### TASK TO COMPLETE
In the listing that follows, count each line containing the string "grid" and report only the count.

### RECORDS FOR THIS TASK

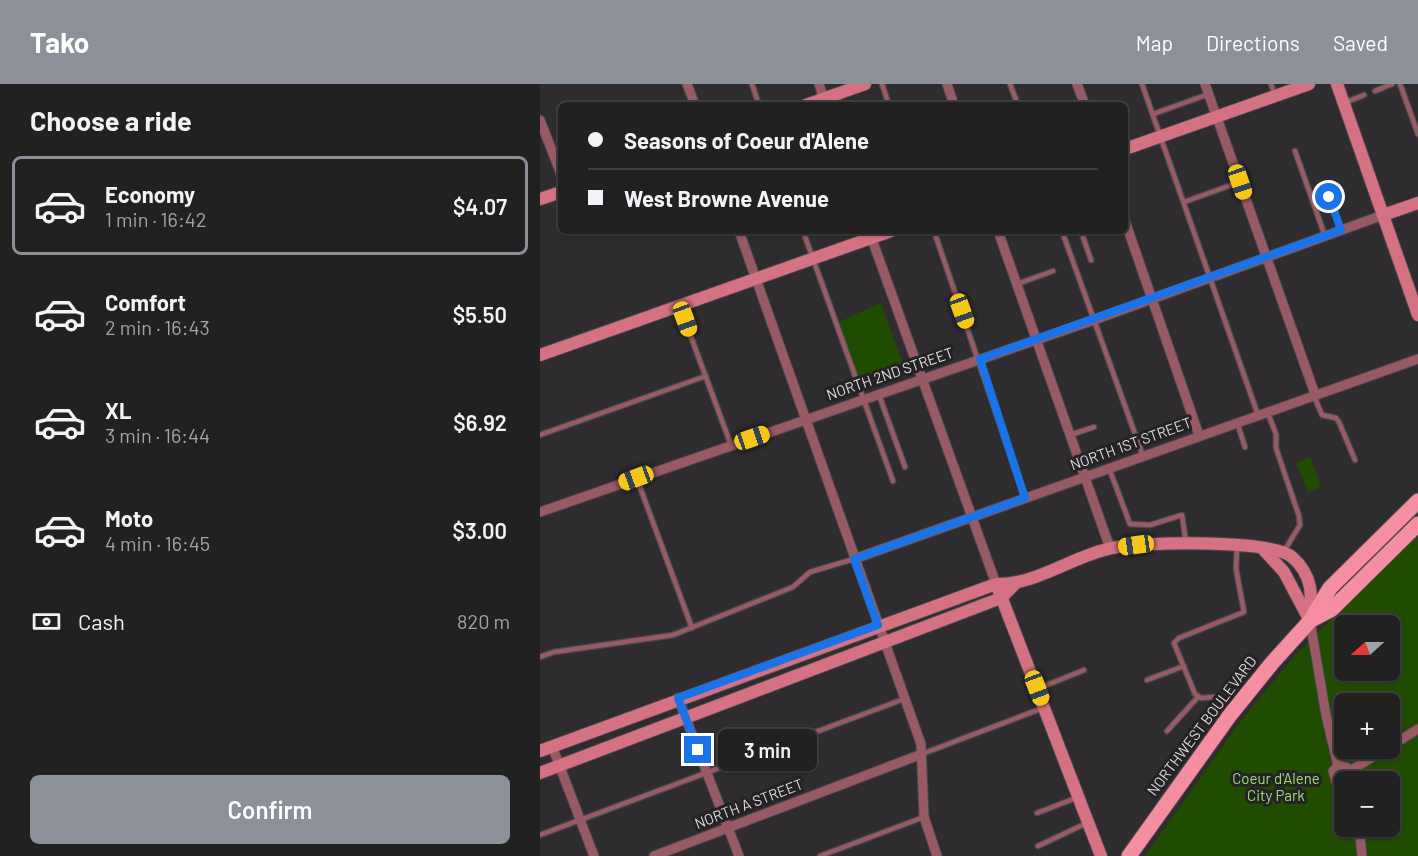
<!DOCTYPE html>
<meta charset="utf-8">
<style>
:root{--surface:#222122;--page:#2a292a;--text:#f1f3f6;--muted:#a2a3a5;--line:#3f3e40;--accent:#8c9099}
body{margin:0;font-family:Barlow,sans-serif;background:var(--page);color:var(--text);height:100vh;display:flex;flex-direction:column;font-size:22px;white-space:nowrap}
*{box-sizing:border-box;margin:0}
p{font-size:20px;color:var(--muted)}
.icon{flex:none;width:33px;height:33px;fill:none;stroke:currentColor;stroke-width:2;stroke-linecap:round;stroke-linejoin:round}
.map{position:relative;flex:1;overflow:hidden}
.sheet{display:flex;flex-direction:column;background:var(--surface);width:540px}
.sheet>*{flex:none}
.top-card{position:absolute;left:18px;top:18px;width:570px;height:132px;border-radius:9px;box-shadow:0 2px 4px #0004,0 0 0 2px var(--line);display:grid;align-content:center;height:132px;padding:0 30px;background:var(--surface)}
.needle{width:39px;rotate:249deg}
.fabs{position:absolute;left:794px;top:531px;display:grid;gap:12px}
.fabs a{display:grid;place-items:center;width:66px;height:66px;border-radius:9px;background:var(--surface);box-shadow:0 2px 4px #0004,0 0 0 2px var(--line);font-size:30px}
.end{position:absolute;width:27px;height:27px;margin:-14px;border:8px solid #1a73e8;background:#fff;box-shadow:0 0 0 3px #fff}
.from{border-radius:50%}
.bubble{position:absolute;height:42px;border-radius:9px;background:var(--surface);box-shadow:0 2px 4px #0004,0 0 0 2px var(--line);font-size:20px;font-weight:600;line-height:42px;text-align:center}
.car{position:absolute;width:18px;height:36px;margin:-18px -9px;border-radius:8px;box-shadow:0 0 4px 2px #0007;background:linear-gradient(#f5c518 24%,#345 0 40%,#f5c518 0 76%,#345 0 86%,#f5c518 0)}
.top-card b{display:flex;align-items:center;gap:21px;height:57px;font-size:22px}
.top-card b+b{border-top:2px solid var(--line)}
.top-card i{width:15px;height:15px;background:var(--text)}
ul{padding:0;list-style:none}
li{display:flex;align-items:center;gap:18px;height:99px;margin:0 12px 9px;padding:0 18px;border:3px solid transparent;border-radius:9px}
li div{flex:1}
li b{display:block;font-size:22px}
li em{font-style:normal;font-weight:600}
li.selected{border-color:var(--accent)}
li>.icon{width:54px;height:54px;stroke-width:1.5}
h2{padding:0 30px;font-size:27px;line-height:72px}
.pay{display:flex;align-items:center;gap:15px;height:66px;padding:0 30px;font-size:22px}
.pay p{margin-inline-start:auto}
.primary-button{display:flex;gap:12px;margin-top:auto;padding:12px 30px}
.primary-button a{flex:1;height:69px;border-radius:9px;background:var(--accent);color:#fff;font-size:24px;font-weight:600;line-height:69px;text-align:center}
header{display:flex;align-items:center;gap:36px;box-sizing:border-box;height:84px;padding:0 30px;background:var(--accent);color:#fff}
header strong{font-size:28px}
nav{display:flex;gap:33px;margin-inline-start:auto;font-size:21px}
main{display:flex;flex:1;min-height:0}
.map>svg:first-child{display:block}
</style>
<header>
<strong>Tako</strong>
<nav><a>Map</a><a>Directions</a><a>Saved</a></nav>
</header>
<main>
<section class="sheet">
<h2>Choose a ride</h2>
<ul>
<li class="selected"><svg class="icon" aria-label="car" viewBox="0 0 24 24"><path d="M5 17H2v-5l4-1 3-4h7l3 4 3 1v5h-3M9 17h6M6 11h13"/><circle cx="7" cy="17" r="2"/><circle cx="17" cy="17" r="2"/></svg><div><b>Economy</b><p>1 min · 16:42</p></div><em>$4.07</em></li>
<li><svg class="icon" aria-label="car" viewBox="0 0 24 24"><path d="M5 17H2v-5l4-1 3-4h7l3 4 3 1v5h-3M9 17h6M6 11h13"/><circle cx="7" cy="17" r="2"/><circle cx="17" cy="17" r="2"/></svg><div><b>Comfort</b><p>2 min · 16:43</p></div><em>$5.50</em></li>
<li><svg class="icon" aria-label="car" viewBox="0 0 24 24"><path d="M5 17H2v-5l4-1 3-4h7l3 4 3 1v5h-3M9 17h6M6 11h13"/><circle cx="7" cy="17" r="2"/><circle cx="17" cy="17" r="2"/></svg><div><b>XL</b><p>3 min · 16:44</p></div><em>$6.92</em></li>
<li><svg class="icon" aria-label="car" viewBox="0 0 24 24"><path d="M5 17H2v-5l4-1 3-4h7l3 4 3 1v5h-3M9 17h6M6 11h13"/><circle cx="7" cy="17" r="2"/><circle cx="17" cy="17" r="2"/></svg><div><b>Moto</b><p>4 min · 16:45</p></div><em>$3.00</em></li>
</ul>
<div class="pay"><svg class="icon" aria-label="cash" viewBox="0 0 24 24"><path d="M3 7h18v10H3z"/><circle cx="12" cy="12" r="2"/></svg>Cash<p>820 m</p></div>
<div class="primary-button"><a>Confirm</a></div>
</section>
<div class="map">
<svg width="878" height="772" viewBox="0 0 878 772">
<rect width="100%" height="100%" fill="#2e2c2e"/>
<!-- green -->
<g fill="#204c00" fill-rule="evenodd">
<polygon points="341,219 367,291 323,306 299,238"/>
<polygon points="770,373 781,403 768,408 756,379"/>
<path d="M878,446v326h-273l92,-130 55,-67zM804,542h45v44h-45zM804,620h45v44h-45zM804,698h45v44h-45z"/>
</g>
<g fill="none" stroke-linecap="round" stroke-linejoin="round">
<defs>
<g id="lane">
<polyline points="212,0 219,21"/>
<polyline points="342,0 349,21"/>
<polyline points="470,0 478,21"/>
<polyline points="602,0 718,331"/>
<polyline points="731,0 734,9"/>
<polyline points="860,0 878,50"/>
<polyline points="835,7 852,0"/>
<polyline points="804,19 824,11"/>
<polyline points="613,30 669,10"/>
<polyline points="755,67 785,152"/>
<polyline points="789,113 801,146"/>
<polyline points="644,118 700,98"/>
<polyline points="263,147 353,397"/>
<polyline points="394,147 485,414"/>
<polyline points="522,147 603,372"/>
<polyline points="541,147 551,176"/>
<polyline points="477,200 513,187"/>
<polyline points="140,223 191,361"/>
<polyline points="339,311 365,383"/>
<polyline points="774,312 782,331 796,334 799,338 815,376"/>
<polyline points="727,327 736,350 736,364 759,432 760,441 744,467"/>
<polyline points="697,338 705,363"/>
<polyline points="0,351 166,292"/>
<polyline points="530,351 554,343"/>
<polyline points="569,384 590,440 610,441 642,431 646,459"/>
<polyline points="97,395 152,544"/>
<polyline points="0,573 14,568 133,551 253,503 270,488 314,475"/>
<polyline points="607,596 644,582"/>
<polyline points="497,605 544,586"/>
<polyline points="689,629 674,613 661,614 655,610 634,559 639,554 704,528 696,485 697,463"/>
<polyline points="627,647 658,613"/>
<polyline points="382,670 503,624"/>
<polyline points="497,729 536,714"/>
<polyline points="0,751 364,615"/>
<polyline points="498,762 547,739"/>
<polyline points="280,772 384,733"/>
</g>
<g id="street">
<polyline points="147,0 155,21"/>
<polyline points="279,0 286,21"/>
<polyline points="407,0 414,21"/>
<polyline points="537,0 545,21"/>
<polyline points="665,0 775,310"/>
<polyline points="0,36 21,90"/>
<polyline points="585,137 659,351"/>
<polyline points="199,147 381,660 384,733 397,772"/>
<polyline points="329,147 456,500"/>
<polyline points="458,147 570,464"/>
<polyline points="0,428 554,236 843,131"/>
<polyline points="314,475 878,275"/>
<polyline points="770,537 786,631 798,682"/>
<polyline points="138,614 199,772"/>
<polyline points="12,662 54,772"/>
<polyline points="849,663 878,645"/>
<polyline points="810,687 847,664"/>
<polyline points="804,698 796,697 793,687 798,682 806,683 810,687 806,698"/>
<polyline points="819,742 822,772"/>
<polyline points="114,772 382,670"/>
</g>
<g id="secondary">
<polyline points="797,0 878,231"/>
<polyline points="266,21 325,0"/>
<polyline points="585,65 769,0"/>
<polyline points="0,115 21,108"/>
<polyline points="843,131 878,119"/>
<polyline points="0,271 351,147"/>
<polyline points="722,464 744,488 770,537"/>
<polyline points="459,507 561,772"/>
<path d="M0,667l456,-167c41,1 76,-28 116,-36 29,-6 160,-9 180,9 21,18 20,38 18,62"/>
<polyline points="0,689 461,514 475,500"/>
</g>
<g id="primary">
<polyline points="773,535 792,525 878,440"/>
<polyline points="589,772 690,631 732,579 770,537 790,504 878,417"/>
</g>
</defs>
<!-- lane casing -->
<use href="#lane" stroke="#4a484a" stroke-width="7"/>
<!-- street casing -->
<use href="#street" stroke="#4a484a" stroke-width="11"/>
<!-- secondary casing -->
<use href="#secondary" stroke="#4a484a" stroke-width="14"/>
<!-- primary casing -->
<use href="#primary" stroke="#4a484a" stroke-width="17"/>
<!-- lane -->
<use href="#lane" stroke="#985a64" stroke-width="4.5"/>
<!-- street -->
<use href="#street" stroke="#985a64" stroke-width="9"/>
<!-- secondary -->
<use href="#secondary" stroke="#d47183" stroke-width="12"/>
<!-- primary -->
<use href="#primary" stroke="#f48ea0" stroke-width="15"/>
</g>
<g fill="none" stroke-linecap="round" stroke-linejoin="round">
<!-- route -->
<polyline stroke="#1a73e8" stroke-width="8" points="158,666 138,614 338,541 314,475 485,414 440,275 801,146 789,113"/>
</g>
<g text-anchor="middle" stroke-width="6" stroke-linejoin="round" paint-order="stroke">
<!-- street labels -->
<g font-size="15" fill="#deddde" stroke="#242224">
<text transform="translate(350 290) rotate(-19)" y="5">NORTH 2ND STREET</text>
<text transform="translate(591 360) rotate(-20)" y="5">NORTH 1ST STREET</text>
<text transform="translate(662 642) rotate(-53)" y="5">NORTHWEST BOULEVARD</text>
<text transform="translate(209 720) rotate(-21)" y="5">NORTH A STREET</text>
</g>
<!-- park labels -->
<g font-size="15" fill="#99e078" stroke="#242224">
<text x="736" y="700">Coeur d'Alene<tspan x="736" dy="17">City Park</tspan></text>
</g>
</g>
</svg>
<div class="fabs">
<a><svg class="needle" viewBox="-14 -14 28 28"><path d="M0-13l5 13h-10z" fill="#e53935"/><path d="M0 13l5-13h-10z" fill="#a2a3a5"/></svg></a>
<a>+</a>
<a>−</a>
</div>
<i class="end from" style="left:789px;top:113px"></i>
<i class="end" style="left:158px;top:666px"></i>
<div class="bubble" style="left:178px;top:645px;width:99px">3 min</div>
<i class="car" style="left:700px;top:98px;rotate:161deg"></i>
<i class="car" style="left:422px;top:227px;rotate:160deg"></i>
<i class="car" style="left:145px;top:235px;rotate:160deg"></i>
<i class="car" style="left:212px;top:354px;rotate:71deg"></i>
<i class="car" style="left:96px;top:394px;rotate:250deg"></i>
<i class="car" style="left:596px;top:461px;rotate:262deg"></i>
<i class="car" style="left:497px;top:604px;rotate:159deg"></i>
<div class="top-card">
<b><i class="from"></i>Seasons of Coeur d'Alene</b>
<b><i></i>West Browne Avenue</b>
</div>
</div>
</main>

### SOLUTION FOR THIS PROBLEM
3